**Work instructions**
Type out each entry exactly.

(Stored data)

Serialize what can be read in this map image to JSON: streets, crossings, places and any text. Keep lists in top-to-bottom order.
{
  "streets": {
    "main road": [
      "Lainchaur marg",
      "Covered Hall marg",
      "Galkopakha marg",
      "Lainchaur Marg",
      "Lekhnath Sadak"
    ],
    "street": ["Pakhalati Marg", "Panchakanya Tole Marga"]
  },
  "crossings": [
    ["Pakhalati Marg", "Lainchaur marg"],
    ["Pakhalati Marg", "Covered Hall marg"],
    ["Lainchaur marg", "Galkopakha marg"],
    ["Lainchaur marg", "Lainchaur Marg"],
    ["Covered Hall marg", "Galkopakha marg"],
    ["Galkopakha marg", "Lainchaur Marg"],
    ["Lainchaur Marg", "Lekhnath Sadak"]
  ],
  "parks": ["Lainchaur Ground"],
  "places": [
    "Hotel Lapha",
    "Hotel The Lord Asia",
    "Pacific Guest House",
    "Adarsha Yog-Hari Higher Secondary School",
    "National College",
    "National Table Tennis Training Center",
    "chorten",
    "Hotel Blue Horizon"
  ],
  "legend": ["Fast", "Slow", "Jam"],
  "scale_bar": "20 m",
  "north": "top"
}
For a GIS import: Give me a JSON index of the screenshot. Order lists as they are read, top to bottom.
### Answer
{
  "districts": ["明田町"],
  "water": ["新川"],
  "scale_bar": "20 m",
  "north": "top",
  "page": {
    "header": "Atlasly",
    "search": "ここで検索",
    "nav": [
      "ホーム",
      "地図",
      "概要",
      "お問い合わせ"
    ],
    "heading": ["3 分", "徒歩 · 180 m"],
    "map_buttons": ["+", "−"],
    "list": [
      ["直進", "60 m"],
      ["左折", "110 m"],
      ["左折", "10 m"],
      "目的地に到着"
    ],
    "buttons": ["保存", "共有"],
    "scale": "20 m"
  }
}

**Answer below**
Serialize what can be read in this map image to JSON: streets, crossings, places and any text. Keep lists in top-to-bottom order.
{
  "streets": {
    "main road": [
      "Lainchaur marg",
      "Covered Hall marg",
      "Galkopakha marg",
      "Lainchaur Marg",
      "Lekhnath Sadak"
    ],
    "street": ["Pakhalati Marg", "Panchakanya Tole Marga"]
  },
  "crossings": [
    ["Pakhalati Marg", "Lainchaur marg"],
    ["Pakhalati Marg", "Covered Hall marg"],
    ["Lainchaur marg", "Galkopakha marg"],
    ["Lainchaur marg", "Lainchaur Marg"],
    ["Covered Hall marg", "Galkopakha marg"],
    ["Galkopakha marg", "Lainchaur Marg"],
    ["Lainchaur Marg", "Lekhnath Sadak"]
  ],
  "parks": ["Lainchaur Ground"],
  "places": [
    "Hotel Lapha",
    "Hotel The Lord Asia",
    "Pacific Guest House",
    "Adarsha Yog-Hari Higher Secondary School",
    "National College",
    "National Table Tennis Training Center",
    "chorten",
    "Hotel Blue Horizon"
  ],
  "legend": ["Fast", "Slow", "Jam"],
  "scale_bar": "20 m",
  "north": "top"
}
For a GIS import: Give me a JSON index of the screenshot. Order lists as they are read, top to bottom.
### Answer
{
  "districts": ["明田町"],
  "water": ["新川"],
  "scale_bar": "20 m",
  "north": "top",
  "page": {
    "header": "Atlasly",
    "search": "ここで検索",
    "nav": [
      "ホーム",
      "地図",
      "概要",
      "お問い合わせ"
    ],
    "heading": ["3 分", "徒歩 · 180 m"],
    "map_buttons": ["+", "−"],
    "list": [
      ["直進", "60 m"],
      ["左折", "110 m"],
      ["左折", "10 m"],
      "目的地に到着"
    ],
    "buttons": ["保存", "共有"],
    "scale": "20 m"
  }
}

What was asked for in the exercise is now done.